Hostage Standoff At Airport Ends After 18 Hours

Police were able to successfully terminate an 18-hour hostage standoff at Hamburg Airport when they apprehended a Turkish-speaking father suspected of kidnapping his 4-year-old daughter and attempting to board a flight to Turkey.

According to reports, the man, 35-year-old “Saleem E.” who broke through an obstacle onto the tarmac of the Hamburg, Germany airport, causing the grounding of several hundred flights and the sheltering of over 3,200 passengers, gave up to the police and surrendered his daughter, who he had been holding hostage in a car.

After a custody disagreement with his ex-wife, Saleem allegedly took his child Aslihan from her mom, tossed at least two blazing Molotov cocktails out of his vehicle, and fired bullets into the air.

Although the conversations took place in Turkish, it is still unknown if Saleem was a native of Turkey or a member of Germany’s huge Turkish heritage diaspora.

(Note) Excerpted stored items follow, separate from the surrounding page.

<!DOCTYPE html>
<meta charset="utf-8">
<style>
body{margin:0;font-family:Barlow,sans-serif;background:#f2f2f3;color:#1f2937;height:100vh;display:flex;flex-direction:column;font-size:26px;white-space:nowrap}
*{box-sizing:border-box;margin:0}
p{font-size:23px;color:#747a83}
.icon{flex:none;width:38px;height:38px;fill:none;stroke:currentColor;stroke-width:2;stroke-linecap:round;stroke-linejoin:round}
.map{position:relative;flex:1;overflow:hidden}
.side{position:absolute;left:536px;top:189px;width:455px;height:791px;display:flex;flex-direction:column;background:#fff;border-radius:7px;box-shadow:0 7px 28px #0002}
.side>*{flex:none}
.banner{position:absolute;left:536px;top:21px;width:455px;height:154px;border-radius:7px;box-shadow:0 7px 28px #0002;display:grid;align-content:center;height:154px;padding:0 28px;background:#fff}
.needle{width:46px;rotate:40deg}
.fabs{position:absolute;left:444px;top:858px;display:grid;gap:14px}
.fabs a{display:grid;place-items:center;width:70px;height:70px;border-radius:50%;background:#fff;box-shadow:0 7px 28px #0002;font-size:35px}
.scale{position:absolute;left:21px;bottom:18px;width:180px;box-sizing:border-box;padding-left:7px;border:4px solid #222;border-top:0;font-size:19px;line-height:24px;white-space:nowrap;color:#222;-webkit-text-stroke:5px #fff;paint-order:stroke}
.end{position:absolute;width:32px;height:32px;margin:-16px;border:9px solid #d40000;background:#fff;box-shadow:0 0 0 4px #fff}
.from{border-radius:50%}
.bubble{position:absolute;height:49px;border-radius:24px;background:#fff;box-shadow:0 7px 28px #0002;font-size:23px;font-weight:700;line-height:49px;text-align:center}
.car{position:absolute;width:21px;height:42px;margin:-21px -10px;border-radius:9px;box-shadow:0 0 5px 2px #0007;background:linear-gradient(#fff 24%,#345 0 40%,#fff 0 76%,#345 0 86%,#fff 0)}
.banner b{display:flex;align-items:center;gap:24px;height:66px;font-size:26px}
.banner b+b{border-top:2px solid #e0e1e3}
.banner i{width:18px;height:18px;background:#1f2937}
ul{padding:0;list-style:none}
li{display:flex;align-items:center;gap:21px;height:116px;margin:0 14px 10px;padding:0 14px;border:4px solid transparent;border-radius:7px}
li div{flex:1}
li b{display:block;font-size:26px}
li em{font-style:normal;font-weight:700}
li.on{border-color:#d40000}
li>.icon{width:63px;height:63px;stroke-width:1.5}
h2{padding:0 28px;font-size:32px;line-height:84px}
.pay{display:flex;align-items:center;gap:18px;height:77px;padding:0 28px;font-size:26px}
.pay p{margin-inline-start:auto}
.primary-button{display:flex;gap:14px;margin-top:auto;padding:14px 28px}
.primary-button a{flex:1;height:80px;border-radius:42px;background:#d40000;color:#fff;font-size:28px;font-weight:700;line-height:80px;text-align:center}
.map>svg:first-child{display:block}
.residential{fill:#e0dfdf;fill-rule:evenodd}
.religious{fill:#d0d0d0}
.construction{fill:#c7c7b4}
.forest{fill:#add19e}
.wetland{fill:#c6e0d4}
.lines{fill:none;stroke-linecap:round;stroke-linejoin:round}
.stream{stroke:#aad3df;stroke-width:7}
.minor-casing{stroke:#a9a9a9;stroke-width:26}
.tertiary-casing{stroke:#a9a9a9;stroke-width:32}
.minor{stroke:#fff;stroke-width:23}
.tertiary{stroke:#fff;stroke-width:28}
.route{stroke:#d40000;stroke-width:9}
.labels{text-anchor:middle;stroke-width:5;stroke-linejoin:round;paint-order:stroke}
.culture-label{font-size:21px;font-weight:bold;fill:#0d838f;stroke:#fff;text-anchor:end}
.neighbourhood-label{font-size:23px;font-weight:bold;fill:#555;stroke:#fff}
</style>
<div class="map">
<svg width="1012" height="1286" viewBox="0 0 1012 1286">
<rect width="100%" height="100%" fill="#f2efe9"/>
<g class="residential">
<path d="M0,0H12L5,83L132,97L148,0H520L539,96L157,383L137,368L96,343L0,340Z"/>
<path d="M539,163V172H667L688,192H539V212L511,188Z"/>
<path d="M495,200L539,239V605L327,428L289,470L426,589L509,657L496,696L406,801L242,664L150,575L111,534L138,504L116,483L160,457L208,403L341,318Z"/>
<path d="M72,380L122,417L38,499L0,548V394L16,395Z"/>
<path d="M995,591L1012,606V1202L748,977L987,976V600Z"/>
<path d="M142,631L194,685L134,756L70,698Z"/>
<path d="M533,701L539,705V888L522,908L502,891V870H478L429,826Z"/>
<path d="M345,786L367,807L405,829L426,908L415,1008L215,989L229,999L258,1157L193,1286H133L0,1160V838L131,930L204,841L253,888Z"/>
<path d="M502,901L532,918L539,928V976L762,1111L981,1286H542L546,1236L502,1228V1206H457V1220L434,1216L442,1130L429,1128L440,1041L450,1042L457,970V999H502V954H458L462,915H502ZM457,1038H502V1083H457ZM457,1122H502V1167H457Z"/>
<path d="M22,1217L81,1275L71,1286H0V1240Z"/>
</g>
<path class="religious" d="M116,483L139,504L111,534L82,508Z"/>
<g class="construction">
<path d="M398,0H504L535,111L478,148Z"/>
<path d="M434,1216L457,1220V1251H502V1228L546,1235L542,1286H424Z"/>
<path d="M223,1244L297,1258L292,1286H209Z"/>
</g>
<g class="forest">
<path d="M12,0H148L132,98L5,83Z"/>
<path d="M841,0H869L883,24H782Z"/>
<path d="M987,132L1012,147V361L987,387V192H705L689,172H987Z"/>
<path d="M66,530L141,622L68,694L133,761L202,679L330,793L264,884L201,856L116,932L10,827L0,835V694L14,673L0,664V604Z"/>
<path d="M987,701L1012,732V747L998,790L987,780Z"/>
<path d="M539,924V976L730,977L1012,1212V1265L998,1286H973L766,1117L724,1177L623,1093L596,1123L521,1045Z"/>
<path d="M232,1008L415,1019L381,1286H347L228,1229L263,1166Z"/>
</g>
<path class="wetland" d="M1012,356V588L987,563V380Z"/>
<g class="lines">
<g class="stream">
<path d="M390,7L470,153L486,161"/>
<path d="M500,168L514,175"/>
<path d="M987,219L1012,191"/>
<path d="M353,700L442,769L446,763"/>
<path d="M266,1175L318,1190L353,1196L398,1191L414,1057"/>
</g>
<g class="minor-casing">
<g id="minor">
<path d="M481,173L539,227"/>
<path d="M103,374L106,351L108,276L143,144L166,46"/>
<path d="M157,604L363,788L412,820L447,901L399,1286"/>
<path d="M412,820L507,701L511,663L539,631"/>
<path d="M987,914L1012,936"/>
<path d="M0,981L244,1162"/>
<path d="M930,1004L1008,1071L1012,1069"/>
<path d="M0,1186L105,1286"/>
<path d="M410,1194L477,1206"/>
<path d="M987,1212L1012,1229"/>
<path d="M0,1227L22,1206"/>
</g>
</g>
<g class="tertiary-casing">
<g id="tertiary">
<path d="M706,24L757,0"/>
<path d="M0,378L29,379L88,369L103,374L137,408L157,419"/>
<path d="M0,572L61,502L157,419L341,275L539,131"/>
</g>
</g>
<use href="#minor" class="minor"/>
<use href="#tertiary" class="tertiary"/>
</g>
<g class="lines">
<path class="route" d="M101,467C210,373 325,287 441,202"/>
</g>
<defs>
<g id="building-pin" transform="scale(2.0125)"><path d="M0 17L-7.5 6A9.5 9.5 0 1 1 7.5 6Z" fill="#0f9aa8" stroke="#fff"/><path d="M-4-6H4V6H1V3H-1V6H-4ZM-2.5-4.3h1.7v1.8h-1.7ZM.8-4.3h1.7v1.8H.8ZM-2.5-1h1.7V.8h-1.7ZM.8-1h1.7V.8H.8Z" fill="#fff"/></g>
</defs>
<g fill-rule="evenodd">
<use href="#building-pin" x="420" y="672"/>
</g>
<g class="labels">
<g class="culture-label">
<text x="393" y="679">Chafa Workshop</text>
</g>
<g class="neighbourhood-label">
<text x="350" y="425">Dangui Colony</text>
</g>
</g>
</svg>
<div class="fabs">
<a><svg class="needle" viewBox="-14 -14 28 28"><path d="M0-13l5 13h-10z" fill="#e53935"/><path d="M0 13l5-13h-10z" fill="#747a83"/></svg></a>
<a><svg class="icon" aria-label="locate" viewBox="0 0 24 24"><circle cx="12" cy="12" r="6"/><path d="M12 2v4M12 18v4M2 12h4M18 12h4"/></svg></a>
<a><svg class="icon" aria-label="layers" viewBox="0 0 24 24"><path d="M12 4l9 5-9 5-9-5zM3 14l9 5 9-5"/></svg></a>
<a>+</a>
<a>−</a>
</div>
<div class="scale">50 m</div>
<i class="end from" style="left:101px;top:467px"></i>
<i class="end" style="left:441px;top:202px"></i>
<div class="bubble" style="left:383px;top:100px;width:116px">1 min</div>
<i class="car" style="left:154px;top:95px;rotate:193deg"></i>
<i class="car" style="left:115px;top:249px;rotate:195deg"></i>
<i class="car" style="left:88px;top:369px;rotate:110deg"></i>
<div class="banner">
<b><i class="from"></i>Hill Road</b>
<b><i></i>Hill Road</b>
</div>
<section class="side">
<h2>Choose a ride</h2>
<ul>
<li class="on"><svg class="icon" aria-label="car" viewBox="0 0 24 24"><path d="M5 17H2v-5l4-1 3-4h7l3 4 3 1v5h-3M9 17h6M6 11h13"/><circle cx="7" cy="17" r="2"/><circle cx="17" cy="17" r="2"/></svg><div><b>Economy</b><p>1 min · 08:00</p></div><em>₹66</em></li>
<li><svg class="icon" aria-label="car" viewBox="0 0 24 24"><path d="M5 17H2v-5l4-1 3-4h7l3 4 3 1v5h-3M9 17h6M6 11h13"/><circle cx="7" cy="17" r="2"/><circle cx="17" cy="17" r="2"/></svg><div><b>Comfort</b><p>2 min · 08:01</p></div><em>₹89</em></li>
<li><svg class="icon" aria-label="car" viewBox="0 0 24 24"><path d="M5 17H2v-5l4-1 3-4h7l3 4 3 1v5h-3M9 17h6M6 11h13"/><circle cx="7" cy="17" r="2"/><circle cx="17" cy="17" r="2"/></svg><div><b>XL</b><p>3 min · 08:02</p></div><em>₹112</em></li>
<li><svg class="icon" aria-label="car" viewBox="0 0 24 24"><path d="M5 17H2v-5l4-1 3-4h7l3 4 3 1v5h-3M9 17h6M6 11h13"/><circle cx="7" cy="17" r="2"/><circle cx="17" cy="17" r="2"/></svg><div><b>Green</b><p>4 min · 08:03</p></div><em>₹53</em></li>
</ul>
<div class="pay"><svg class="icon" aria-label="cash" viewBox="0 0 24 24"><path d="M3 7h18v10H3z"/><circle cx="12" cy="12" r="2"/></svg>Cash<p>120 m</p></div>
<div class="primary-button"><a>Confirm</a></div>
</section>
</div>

Police in Hamburg said the man had left the vehicle with his daughter after he turned himself in. Without any resistance, police were able to take him into custody. The girl wasn’t injured.
According to Sandra Levgrün, a police spokesperson, officers will go through the vehicle to determine whether there are any explosives.

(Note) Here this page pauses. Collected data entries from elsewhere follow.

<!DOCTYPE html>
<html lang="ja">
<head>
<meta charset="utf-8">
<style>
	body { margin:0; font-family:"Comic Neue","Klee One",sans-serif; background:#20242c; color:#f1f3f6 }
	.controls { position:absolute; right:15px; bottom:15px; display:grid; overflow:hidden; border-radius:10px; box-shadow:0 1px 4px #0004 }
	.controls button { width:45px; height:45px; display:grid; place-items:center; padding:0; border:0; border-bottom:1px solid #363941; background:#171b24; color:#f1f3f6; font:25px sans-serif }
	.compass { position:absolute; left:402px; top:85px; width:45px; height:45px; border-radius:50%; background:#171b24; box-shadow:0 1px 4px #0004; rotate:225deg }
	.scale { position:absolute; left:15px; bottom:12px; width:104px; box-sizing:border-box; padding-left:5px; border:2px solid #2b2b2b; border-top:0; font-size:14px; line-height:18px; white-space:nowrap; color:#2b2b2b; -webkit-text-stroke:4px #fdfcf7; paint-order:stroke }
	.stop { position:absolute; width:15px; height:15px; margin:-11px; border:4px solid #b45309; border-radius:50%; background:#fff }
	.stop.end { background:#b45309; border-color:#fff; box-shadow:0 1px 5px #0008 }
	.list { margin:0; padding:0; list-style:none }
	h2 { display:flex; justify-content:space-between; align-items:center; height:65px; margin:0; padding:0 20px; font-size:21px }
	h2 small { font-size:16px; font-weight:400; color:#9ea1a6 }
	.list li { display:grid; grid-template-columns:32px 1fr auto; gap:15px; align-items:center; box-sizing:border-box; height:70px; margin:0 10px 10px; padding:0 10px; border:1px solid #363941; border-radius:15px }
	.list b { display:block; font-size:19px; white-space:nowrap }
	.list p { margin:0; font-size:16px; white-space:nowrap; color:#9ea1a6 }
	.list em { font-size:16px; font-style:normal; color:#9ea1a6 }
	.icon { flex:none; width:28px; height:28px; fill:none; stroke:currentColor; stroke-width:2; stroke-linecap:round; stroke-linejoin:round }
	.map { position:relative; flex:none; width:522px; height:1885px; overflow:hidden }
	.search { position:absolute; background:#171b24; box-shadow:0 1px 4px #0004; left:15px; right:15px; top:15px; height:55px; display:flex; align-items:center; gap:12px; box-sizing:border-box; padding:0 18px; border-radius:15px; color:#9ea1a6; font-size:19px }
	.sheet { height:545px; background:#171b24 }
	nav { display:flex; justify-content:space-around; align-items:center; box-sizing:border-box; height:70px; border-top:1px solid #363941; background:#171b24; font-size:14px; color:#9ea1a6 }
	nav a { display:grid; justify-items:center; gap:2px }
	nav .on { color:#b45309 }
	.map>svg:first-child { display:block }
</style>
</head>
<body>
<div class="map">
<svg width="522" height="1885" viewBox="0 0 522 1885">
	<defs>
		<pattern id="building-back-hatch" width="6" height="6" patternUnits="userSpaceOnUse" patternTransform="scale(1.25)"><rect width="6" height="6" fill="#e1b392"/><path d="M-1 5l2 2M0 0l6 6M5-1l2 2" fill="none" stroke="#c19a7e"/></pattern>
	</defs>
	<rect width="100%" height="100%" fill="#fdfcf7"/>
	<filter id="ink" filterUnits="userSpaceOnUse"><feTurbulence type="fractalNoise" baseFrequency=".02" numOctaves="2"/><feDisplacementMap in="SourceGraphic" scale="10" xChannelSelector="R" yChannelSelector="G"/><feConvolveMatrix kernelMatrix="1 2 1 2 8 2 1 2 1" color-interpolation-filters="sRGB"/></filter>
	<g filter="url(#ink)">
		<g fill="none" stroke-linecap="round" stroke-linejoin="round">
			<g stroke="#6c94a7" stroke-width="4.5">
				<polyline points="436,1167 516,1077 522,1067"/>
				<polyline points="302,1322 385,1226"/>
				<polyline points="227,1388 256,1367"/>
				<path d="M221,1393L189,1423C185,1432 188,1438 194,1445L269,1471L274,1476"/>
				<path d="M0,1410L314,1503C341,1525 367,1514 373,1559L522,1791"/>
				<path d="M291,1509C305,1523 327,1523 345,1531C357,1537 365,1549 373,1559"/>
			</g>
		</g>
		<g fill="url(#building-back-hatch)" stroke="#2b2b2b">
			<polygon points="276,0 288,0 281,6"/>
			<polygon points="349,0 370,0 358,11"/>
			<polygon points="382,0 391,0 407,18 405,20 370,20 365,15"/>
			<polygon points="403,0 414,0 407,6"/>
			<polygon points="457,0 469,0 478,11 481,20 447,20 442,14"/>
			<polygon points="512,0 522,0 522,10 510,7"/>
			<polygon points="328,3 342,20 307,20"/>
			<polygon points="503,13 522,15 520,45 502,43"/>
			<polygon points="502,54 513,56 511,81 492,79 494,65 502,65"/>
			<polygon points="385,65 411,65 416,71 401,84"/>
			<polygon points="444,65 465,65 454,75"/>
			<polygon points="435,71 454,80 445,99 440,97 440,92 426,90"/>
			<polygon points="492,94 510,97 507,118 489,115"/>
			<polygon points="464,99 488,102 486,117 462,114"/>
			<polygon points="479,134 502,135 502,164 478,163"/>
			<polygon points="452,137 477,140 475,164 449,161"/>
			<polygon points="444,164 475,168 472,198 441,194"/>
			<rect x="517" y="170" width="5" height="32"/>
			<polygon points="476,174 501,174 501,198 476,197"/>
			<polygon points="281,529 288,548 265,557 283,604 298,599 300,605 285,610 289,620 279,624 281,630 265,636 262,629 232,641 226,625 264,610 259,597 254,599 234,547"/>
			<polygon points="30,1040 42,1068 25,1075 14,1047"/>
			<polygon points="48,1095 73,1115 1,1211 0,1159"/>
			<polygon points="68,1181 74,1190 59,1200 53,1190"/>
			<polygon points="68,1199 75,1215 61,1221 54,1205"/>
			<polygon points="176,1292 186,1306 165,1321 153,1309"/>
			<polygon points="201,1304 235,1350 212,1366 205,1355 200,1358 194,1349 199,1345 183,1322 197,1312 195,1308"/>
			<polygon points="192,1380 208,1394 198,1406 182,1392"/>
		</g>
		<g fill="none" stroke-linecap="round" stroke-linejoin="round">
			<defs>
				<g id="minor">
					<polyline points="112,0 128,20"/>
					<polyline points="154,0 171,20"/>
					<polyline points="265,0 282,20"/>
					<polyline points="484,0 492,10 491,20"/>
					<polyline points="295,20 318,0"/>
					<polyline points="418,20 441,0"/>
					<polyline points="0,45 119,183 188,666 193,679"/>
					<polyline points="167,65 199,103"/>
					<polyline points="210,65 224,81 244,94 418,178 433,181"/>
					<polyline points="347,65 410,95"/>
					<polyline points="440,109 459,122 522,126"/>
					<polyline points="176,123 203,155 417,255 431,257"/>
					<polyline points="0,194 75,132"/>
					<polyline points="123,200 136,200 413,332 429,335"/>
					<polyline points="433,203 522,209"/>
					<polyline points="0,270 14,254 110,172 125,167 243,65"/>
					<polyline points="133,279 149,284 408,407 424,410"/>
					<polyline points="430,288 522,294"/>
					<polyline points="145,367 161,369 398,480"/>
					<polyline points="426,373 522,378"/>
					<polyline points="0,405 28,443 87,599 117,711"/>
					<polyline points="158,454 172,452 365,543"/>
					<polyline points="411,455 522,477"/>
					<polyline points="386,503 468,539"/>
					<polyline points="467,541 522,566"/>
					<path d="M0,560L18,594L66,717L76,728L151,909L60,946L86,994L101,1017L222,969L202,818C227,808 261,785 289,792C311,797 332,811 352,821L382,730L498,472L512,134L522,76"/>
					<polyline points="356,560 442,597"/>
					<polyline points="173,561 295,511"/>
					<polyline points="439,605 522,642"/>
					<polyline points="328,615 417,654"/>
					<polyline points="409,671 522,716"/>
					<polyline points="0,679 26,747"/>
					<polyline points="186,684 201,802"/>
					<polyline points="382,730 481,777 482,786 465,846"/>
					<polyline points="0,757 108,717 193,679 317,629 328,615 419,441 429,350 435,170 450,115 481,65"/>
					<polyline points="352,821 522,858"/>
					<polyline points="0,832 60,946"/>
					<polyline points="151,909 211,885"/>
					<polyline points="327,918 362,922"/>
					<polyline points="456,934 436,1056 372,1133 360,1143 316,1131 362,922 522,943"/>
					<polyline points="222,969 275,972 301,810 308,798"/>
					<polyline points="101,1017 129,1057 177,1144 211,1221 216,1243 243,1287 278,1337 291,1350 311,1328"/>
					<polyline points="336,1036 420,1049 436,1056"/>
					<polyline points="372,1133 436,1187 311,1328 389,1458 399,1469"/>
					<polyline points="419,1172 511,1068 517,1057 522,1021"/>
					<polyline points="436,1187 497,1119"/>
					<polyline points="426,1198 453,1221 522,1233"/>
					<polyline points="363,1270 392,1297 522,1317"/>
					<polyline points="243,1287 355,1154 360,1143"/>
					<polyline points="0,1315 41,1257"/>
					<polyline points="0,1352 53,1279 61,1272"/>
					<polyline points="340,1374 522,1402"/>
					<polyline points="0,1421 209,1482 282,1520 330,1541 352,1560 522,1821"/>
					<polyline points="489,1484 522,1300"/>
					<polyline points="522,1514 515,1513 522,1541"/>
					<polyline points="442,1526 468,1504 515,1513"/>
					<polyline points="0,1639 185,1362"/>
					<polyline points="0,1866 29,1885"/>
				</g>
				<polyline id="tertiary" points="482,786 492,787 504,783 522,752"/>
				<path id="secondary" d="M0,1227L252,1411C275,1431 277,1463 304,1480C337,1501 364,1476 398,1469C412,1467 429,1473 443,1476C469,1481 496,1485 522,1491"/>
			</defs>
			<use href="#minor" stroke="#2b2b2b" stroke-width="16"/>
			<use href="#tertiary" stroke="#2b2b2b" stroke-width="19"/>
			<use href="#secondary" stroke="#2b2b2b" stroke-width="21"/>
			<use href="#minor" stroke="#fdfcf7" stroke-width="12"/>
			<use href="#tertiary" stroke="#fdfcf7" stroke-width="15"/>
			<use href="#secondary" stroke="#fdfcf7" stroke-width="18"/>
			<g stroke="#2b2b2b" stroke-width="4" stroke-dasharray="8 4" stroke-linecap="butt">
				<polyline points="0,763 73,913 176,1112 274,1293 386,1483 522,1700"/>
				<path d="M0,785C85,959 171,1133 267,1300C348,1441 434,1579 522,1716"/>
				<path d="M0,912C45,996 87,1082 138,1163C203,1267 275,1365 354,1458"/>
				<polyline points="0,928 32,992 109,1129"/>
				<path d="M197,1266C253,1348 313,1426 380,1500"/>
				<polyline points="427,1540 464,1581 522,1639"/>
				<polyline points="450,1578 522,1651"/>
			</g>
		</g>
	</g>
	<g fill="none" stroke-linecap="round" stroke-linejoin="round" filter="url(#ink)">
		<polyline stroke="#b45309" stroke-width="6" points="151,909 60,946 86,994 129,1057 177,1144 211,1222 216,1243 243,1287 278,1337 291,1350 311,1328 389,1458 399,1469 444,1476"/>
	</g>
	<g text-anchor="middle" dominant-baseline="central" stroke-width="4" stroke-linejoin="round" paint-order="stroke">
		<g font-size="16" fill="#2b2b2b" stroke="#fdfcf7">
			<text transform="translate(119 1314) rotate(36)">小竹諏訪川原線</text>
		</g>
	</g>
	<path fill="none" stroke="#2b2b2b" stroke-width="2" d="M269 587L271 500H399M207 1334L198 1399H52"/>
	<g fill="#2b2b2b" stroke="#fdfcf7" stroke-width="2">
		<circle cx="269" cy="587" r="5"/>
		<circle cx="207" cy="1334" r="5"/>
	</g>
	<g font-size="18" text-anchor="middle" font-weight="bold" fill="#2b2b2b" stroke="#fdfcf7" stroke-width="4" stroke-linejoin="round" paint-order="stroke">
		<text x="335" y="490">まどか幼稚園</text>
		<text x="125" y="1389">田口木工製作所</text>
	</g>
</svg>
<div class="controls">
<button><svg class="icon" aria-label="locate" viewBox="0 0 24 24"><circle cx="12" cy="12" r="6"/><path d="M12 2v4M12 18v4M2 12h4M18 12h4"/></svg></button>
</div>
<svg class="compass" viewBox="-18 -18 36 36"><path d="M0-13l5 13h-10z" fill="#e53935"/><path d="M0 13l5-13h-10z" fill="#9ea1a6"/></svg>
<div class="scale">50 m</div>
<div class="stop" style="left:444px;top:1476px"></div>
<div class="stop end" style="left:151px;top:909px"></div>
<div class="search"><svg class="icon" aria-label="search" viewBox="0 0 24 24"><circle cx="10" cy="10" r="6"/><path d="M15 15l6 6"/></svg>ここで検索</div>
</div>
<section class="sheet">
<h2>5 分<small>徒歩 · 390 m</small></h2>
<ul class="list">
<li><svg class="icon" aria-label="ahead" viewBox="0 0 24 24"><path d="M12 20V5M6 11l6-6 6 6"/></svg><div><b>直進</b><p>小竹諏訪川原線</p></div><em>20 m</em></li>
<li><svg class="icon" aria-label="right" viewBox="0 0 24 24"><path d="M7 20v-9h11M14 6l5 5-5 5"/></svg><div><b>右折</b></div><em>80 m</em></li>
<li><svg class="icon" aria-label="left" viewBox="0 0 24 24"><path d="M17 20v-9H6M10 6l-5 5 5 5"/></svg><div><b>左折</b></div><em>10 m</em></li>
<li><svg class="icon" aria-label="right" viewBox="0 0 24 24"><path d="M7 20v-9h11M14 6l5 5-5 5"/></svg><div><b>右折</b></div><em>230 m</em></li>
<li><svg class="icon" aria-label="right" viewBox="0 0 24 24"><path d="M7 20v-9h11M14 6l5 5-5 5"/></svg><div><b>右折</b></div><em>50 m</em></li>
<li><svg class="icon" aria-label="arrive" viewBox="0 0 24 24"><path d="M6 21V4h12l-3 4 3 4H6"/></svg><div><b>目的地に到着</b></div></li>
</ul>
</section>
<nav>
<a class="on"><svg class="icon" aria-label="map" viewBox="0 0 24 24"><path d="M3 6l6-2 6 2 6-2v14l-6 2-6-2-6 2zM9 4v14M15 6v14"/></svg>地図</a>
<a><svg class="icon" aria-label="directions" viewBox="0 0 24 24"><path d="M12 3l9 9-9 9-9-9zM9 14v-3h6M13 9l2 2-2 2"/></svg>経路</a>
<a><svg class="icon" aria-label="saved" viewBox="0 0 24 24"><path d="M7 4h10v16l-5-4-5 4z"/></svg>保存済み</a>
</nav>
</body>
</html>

The police said the Buxtehude man’s custody issue with his ex-wife was the impetus for the crime. He took his daughter on an unauthorized trip to Turkey as early as 2022. He was already the subject of a child abduction investigation, which resulted in a fine for him.

Some have stated that the event, which is not being investigated as a terrorist attack, shows how vulnerable potential targets like airports are.

According to aviation expert Heinrich Großbongardt, who spoke with the media, neither Hamburg Airport nor any other German airport is secure. Terrorists have always prioritized attacking airports. Planes with thousands of gallons of kerosene and hundreds of people on board sit on the runways. According to Großbongardt, airport management and officials are highly naïve.